She turns out to be funny that way: with straight brown hair, a barely perceptible touch of makeup, and an unprepossessing air, she seems at first a bit like a social worker, or even a librarian.

But Horowitz is, emphatically, not small. Founder and executive director of the Freelancers Union, Horowitz has created, in 15 years, an institution with nearly 150,000 members and multiple arms — including the union, its for-profit insurance company, and a political action committee (PAC) — as well as $100 million in gross revenues. She has received a MacArthur “genius” grant for her creation of the union, has been listed as one of Esquire magazine’s “Best and Brightest,” and this year was one of Crain’s “25 People to Watch.”

Most impressively of all, she recognized the significance of a major shift in American employment — toward selfemployment — years before almost anyone else. In this she was, really, a visionary, seeing just how much would change — for good and for bad — as the old “ideal worker” model is thrown out in favor of much more fluid and flexible definitions of work. And now that independent workers comprise one of the fastest growing employment sectors in the United States, her 15-year-old organization is prepared to offer them practical benefits of membership, like group health insurance, as well as the opportunity to mobilize as a class of underserved and under-accounted-for workers. What she is working with is what we all now recognize as the new economy, an economy in which workers claim flexibility, mobility and work-life balance as their rights; an economy in which being employed, in the old sense of the word, is often an impossibility or an afterthought; and an economy in which all the risk is absorbed by the worker herself.

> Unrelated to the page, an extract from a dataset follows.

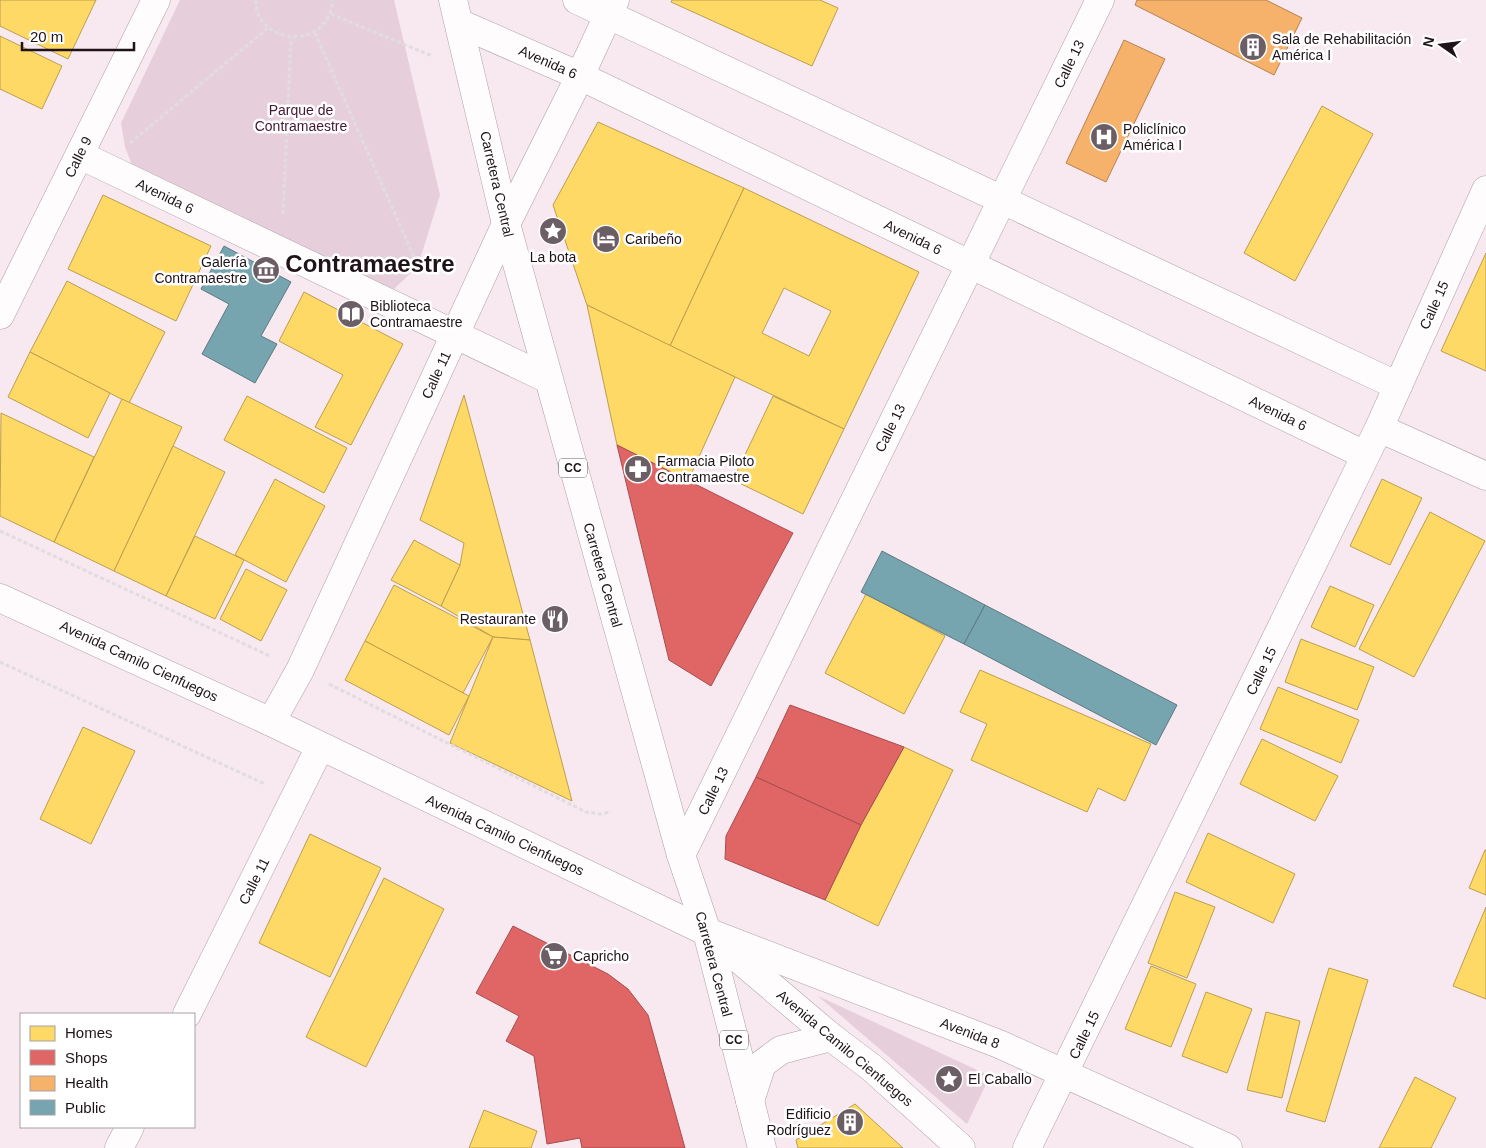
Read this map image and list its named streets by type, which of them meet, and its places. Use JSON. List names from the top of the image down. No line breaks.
{"streets":{"main road":["Avenida 6","Calle 13","Calle 9","Carretera Central","Calle 15","Calle 11","CC","Avenida Camilo Cienfuegos","Avenida 8"]},"crossings":[["Avenida 6","Calle 13"],["Avenida 6","Calle 9"],["Avenida 6","Carretera Central"],["Avenida 6","Calle 15"],["Avenida 6","Calle 11"],["Calle 13","Carretera Central"],["Carretera Central","Calle 11"],["Carretera Central","Avenida Camilo Cienfuegos"],["Carretera Central","Avenida 8"],["Calle 15","Avenida 8"],["Calle 11","Avenida Camilo Cienfuegos"],["Avenida Camilo Cienfuegos","Avenida 8"]],"districts":["Contramaestre"],"parks":["Parque de Contramaestre"],"places":{"building":["Sala de Rehabilitación América I","Edificio Rodríguez"],"hospital":["Policlínico América I"],"place":["La bota","El Caballo"],"hotel":["Caribeño"],"museum":["Galería Contramaestre"],"library":["Biblioteca Contramaestre"],"pharmacy":["Farmacia Piloto Contramaestre"],"restaurant":["Restaurante"],"supermarket":["Capricho"]},"legend":["Homes","Shops","Health","Public"],"scale_bar":"20 m","north":"left"}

The Freelancers Union members, whose numbers have doubled in the last year, include consultants and independent workers from many fields. The largest categories include TV and film producers, advertising workers, graphic designers, computer and IT professionals. In other words, it is largely a creative-class union, though there are also a hefty number of health care workers, financial service consultants, and even some taxi drivers. You might think it would be hard to get such a diverse group to unify behind any agenda at all. But the biases in employment law and taxation against the self employed are so severe and systemic that Horowitz feels she has all the agenda she needs. “Well, you don’t get mobilized around H.R.41091, but you do get mobilized over the realization that you’re getting fucked, and that if you’re not coming together with other people, you’re not going to do well.”

When we sit down to talk in the Park Slope coffee shop, Horowitz puts me on notice that she wants to talk shop. There have been profiles of her before, she says, but “it’s usually about me and my grandfather and blah blah blah, but not ‘let’s open up the hood and see what makes this engine run’.” And so … under the hood we go, and it soon becomes clear that that’s where Horowitz likes to be.

The key insight behind Horowitz’s work is that independent workers are ill-served by the legal and tax systems that have been in place for decades, and as a result they are largely unprotected against a host of ills. You know those monthly Department of Labor employment statistics? Although independent workers now make up about a third of all American workers, they are not counted in those numbers. And you know all those benefits extended under the recent stimulus package to help workers? Not a cent was directed to a program for that same one-third of workers who work for themselves. These workers are simply on no one’s radar screen.

Horowitz lays out very simply what these new workers need: a new safety net, one that breaks free from the “nostalgia” for employer-based systems. They need to be able to buy insurance collectively, since they can’t participate in employer based plans; they need some kind financial backup for the lean years, the way employer-based unemployment insurance exists for company-based workers; they need to be covered by labor laws, including anti-discrimination and disability law, the way employees are; they need to be able to turn to the state departments of labor for recourse the way employees can when companies fail to pay. “And the worst part of it,” she says, sounding a little mad, “is that this group is really driving the economic growth of the country, so it’s really a crime to not be paying attention to it.”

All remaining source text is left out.